One reasonable approach to replacing these zombies is to rethink the solution to the problem. Start by defining the business problems you need to solve and what functionality needs to be created to address them. Then design away based on your current favorite languages, architecture, and frameworks. Yes it will be painful, expensive, and time consuming. Managing the project to focus on delivering functionality quickly and avoid scope creep or shifting requirements will be critical. As well as a lot of luck.
I know better
Many of our customers use our engineering teams to do their migration for them, choosing to keep their own people focused on the work that is best suited to their skills and priorities. Just because we do the migration doesn't free the customer from any involvement, however, as--particularly with complex WebMAP migrations--lots of decisions have to be made and customer involvement is required.
Most of the time this works well for both parties: us and them. There are, however, signs that a joint project like this can run into trouble. Some of the mismatches include:
- Customer doesn't understand our migration process, which is horizontal rather than vertical.1 This can lead to a disconnect on how much actual progress has been made at a point in time.
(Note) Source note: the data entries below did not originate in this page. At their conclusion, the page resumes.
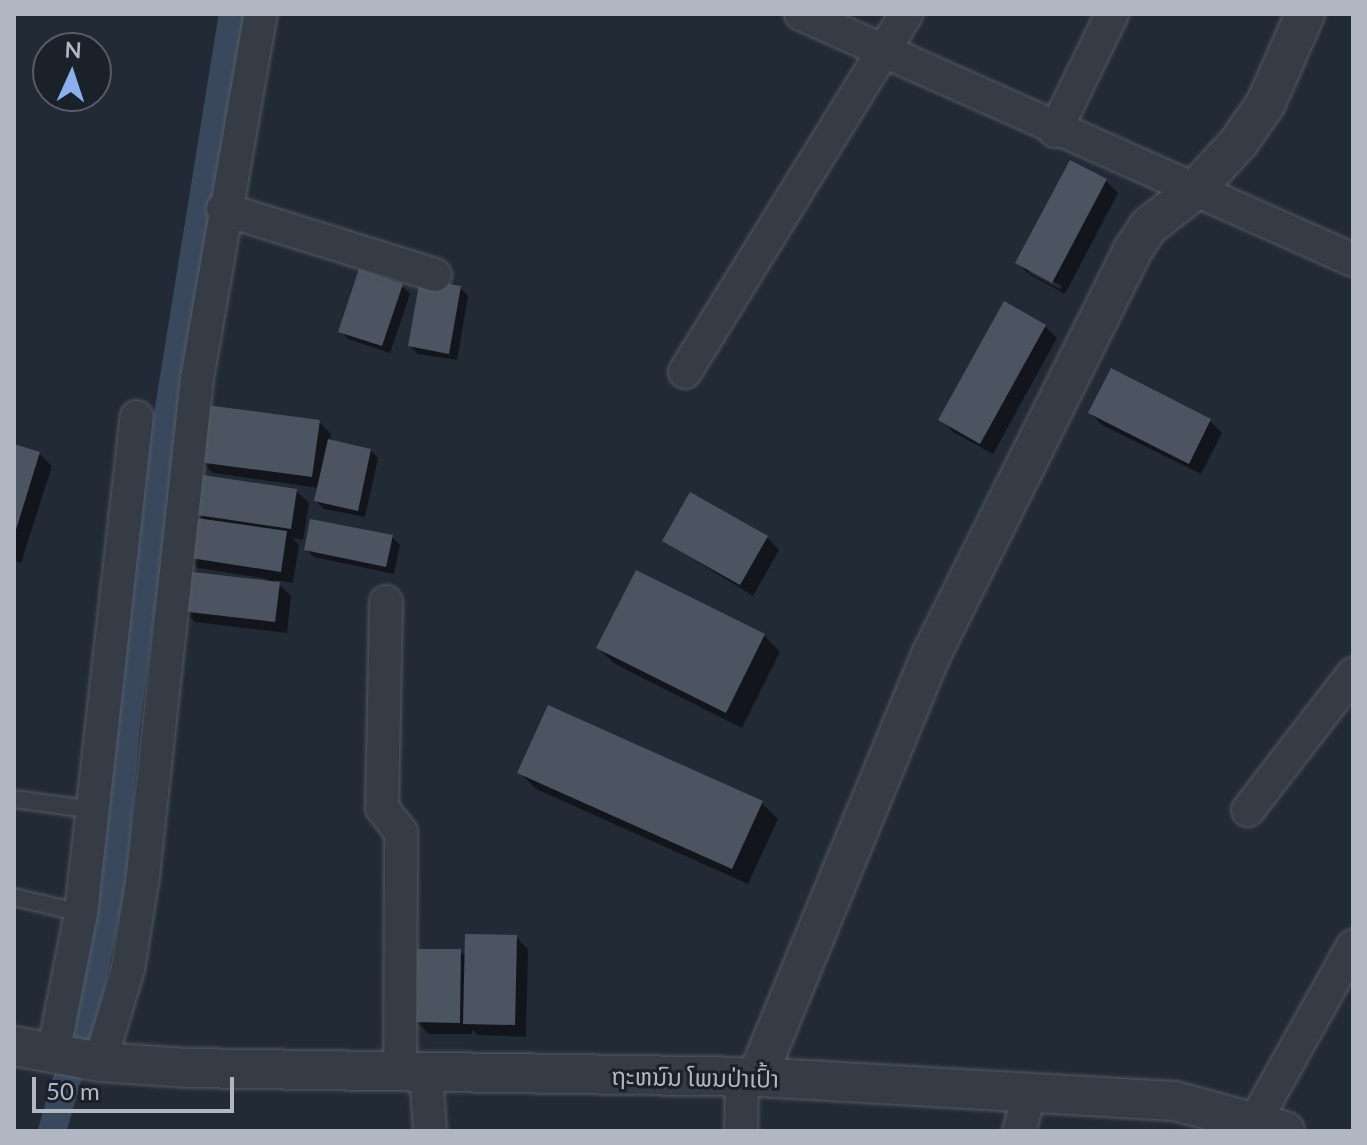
<!DOCTYPE html>
<html>
<head>
<meta charset="utf-8">
<style>
	body { margin:0 }
	#map { position:relative; width:1367px; height:1145px; overflow:hidden; background:#222a35; font-family:Lato,"Noto Sans Lao",sans-serif }
	div>[style] { position:absolute }
	.shadow>* { inset:0; background:#0007 }
	.canal>* { height:28px; margin:-14px; padding:0 14px; transform-origin:14px; border-radius:14px; background:#39485d }
	.building>* { inset:0; background:#4b5460 }
	.roads { filter:drop-shadow(0 0 2px #535a63) drop-shadow(0 0 2px #535a63) }
	.service>* { height:16px; margin:-8px; padding:0 8px; transform-origin:8px; border-radius:8px; background:#363c46 }
	.minor>* { height:32px; margin:-16px; padding:0 16px; transform-origin:16px; border-radius:16px; background:#363c46 }
	.tertiary>* { height:38px; margin:-19px; padding:0 19px; transform-origin:19px; border-radius:19px; background:#363c46 }
	span { translate:-50% -50%; white-space:nowrap; text-align:center; line-height:1.15; -webkit-text-stroke:6px #1b212a; paint-order:stroke }
	.street-label { font-size:24px; color:#b0b7c2 }
	.frame { position:absolute; inset:0; border:16px solid #b0b7c2; pointer-events:none }
	.north { position:absolute; left:32px; top:32px; width:80px; height:80px; box-sizing:border-box; background:#1b212a; border:2px solid #575d67; border-radius:50%; rotate:3deg; font-size:22px; font-weight:700; line-height:32px; text-align:center; color:#b0b7c2 }
	.north::after { content:''; display:block; margin:auto; width:28px; height:36px; background:#8cb0eb; clip-path:polygon(50% 0,100% 100%,50% 72%,0 100%) }
	.scale { position:absolute; left:32px; top:1077px; width:202px; height:36px; box-sizing:border-box; border:4px solid #b0b7c2; border-top:0; padding-left:10px; font-size:24px; line-height:28px; white-space:nowrap; color:#b0b7c2; -webkit-text-stroke:6px #1b212a; paint-order:stroke }
</style>
</head>
<body>
<div id="map">
	<div class="shadow">
		<div style="clip-path:polygon(evenodd,1106px 181px,1118px 193px,1065px 294px,1030px 275px,1018px 263px,1106px 181px,1029px 269px,1062px 286px,1060px 289px,1029px 273px,1029px 269px)"></div>
		<div style="clip-path:polygon(402px 286px,410px 294px,390px 353px,348px 339px,341px 331px)"></div>
		<div style="clip-path:polygon(460px 288px,468px 296px,457px 360px,418px 354px,410px 346px)"></div>
		<div style="clip-path:polygon(1045px 326px,1057px 338px,993px 454px,953px 432px,941px 420px)"></div>
		<div style="clip-path:polygon(1090px 413px,1210px 421px,1222px 433px,1201px 474px,1102px 425px)"></div>
		<div style="clip-path:polygon(319px 422px,331px 434px,330px 442px,370px 450px,378px 458px,365px 517px,324px 509px,316px 501px,319px 488px,213px 473px,200px 461px)"></div>
		<div style="clip-path:polygon(14px 446px,39px 454px,52px 466px,21px 563px,14px 560px)"></div>
		<div style="clip-path:polygon(296px 491px,309px 503px,303px 540px,292px 538px,299px 545px,293px 583px,275px 580px,291px 596px,287px 633px,195px 622px,182px 610px,268px 579px,198px 568px,186px 556px,192px 513px)"></div>
		<div style="clip-path:polygon(392px 537px,400px 545px,394px 574px,314px 557px,306px 549px)"></div>
		<div style="clip-path:polygon(767px 537px,779px 550px,753px 596px,664px 541px)"></div>
		<div style="clip-path:polygon(764px 635px,780px 652px,742px 728px,615px 664px,598px 648px)"></div>
		<div style="clip-path:polygon(520px 773px,762px 803px,778px 819px,748px 884px,536px 789px)"></div>
		<div style="clip-path:polygon(516px 937px,528px 949px,526px 1037px,478px 1035px,472px 1030px,472px 1034px,429px 1034px,417px 1022px,460px 951px,467px 957px)"></div>
	</div>
	<div class="canal">
		<div style="left:52px;top:1131px;width:107px;rotate:-73.8deg"></div>
		<div style="left:82px;top:1028px;width:148px;rotate:-78.3deg"></div>
		<div style="left:112px;top:883px;width:160px;rotate:-85deg"></div>
		<div style="left:126px;top:724px;width:262px;rotate:-82.5deg"></div>
		<div style="left:160px;top:464px;width:456px;rotate:-80.8deg"></div>
	</div>
	<div class="building">
		<div style="clip-path:polygon(1070px 160px,1107px 179px,1052px 283px,1015px 263px)"></div>
		<div style="clip-path:polygon(359px 269px,403px 284px,382px 346px,338px 332px)"></div>
		<div style="clip-path:polygon(420px 279px,461px 286px,449px 354px,408px 346px)"></div>
		<div style="clip-path:polygon(1004px 301px,1046px 325px,980px 444px,938px 420px)"></div>
		<div style="clip-path:polygon(1111px 368px,1211px 419px,1189px 464px,1088px 413px)"></div>
		<div style="clip-path:polygon(206px 405px,320px 420px,312px 477px,198px 462px)"></div>
		<div style="clip-path:polygon(328px 439px,371px 449px,358px 511px,314px 501px)"></div>
		<div style="clip-path:polygon(14px 444px,40px 452px,15px 533px,14px 533px)"></div>
		<div style="clip-path:polygon(196px 474px,297px 489px,291px 529px,190px 514px)"></div>
		<div style="clip-path:polygon(690px 492px,768px 536px,740px 585px,662px 541px)"></div>
		<div style="clip-path:polygon(190px 517px,287px 531px,281px 572px,184px 557px)"></div>
		<div style="clip-path:polygon(310px 519px,393px 535px,386px 567px,304px 550px)"></div>
		<div style="clip-path:polygon(636px 570px,765px 634px,726px 713px,596px 648px)"></div>
		<div style="clip-path:polygon(184px 571px,280px 582px,275px 622px,180px 611px)"></div>
		<div style="clip-path:polygon(548px 705px,763px 801px,732px 869px,517px 773px)"></div>
		<div style="clip-path:polygon(465px 934px,517px 935px,515px 1025px,463px 1024px)"></div>
		<div style="clip-path:polygon(415px 949px,461px 949px,460px 1023px,415px 1022px)"></div>
	</div>
	<div class="roads">
		<div class="service">
			<div style="left:14px;top:799px;width:81px;rotate:7.8deg"></div>
			<div style="left:14px;top:897px;width:69px;rotate:13.4deg"></div>
		</div>
		<div class="minor">
			<div style="left:801px;top:14px;width:604px;rotate:24.02deg"></div>
			<div style="left:1055px;top:131px;width:130px;rotate:-64deg"></div>
			<div style="left:223px;top:209px;width:222px;rotate:17.3deg"></div>
			<div style="left:685px;top:372px;width:421px;rotate:-58.3deg"></div>
			<div style="left:386px;top:602px;width:206px;rotate:91.1deg"></div>
			<div style="left:382px;top:808px;width:31px;rotate:52deg"></div>
			<div style="left:401px;top:832px;width:238px;rotate:90.2deg"></div>
			<div style="left:1248px;top:810px;width:172px;rotate:-52.3deg"></div>
			<div style="left:53px;top:1054px;width:144px;rotate:-78.8deg"></div>
			<div style="left:81px;top:913px;width:499px;rotate:-83.6deg"></div>
			<div style="left:100px;top:1062px;width:97px;rotate:-73.2deg"></div>
			<div style="left:128px;top:969px;width:94px;rotate:-80.8deg"></div>
			<div style="left:143px;top:876px;width:500px;rotate:-83.8deg"></div>
			<div style="left:197px;top:379px;width:371px;rotate:-80.1deg"></div>
			<div style="left:426px;top:1071px;width:60px;rotate:86.2deg"></div>
			<div style="left:1254px;top:1123px;width:203px;rotate:-60.8deg"></div>
			<div style="left:741px;top:1131px;width:54px;rotate:-88.9deg"></div>
			<div style="left:1019px;top:1131px;width:40px;rotate:-74deg"></div>
		</div>
		<div class="tertiary">
			<div style="left:14px;top:1046px;width:87px;rotate:10.5deg"></div>
			<div style="left:100px;top:1062px;width:88px;rotate:3.9deg"></div>
			<div style="left:188px;top:1068px;width:569px;rotate:0.91deg"></div>
			<div style="left:757px;top:1077px;width:419px;rotate:3.3deg"></div>
			<div style="left:1175px;top:1101px;width:114px;rotate:15.3deg"></div>
			<div style="left:757px;top:1077px;width:456px;rotate:-67.6deg"></div>
			<div style="left:931px;top:655px;width:451px;rotate:-63.5deg"></div>
			<div style="left:1132px;top:251px;width:30px;rotate:-56deg"></div>
			<div style="left:1149px;top:226px;width:57px;rotate:-37.9deg"></div>
			<div style="left:1194px;top:191px;width:67px;rotate:-47.4deg"></div>
			<div style="left:1239px;top:142px;width:47px;rotate:-55.3deg"></div>
			<div style="left:1266px;top:103px;width:97px;rotate:-66.3deg"></div>
		</div>
	</div>
	<div class="street-label">
		<span style="left:695px;top:1077px;rotate:1deg">ຖະຫນົນ ໂພນປ່າເປົ້າ</span>
	</div>
	<div class="frame"></div>
	<div class="north">N</div>
	<div class="scale">50 m</div>
</div>
</body>
</html>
- Customer isn't accustomed to working with an external engineering team. Subtle but distinct differences exist between projects with an in-house team and versus and external one. Some of the keys to success are clear lines of authority and accountability, structured, regular communication, and complete transparency on status, issues, and progress. Come to think of it, that's all pretty important with any team, regardless of where they are.
- Mismatched expectations: It's vital for any partnership like a large project where both parties are involved that expectations are aligned. We have a good process and track record for predicting in advance what the issues with a complex modernization project will be, but the future is uncertain and nothing can perfectly guarantee that unforeseen issues won't pop up. Were expectations on both ends clear about how those inevitable issues would be handled? Customers who listen carefully, ask clarifying questions, and acknowledge potential scenarios are more likely to get to the end of these projects contented.
The last word
Every application becomes legacy at some point. Everything wears out eventually, including software. Let reason--not emotions--inform when and how to deal with it. And just as not every legacy app should be rewritten, neither should all be migrated to a new platform. You want a migration? We have tools and people. You want a full-on rewrite? We have people and experience with that, too. Your call.1 Over the years, we've learned the most efficient way to tackle a migration is to take an issue and fix it across the entire code base before moving on to the next issue. This is a horizontal approach, if you will, compared to a more "traditional" approach of debugging an entire file or module before moving to the next one.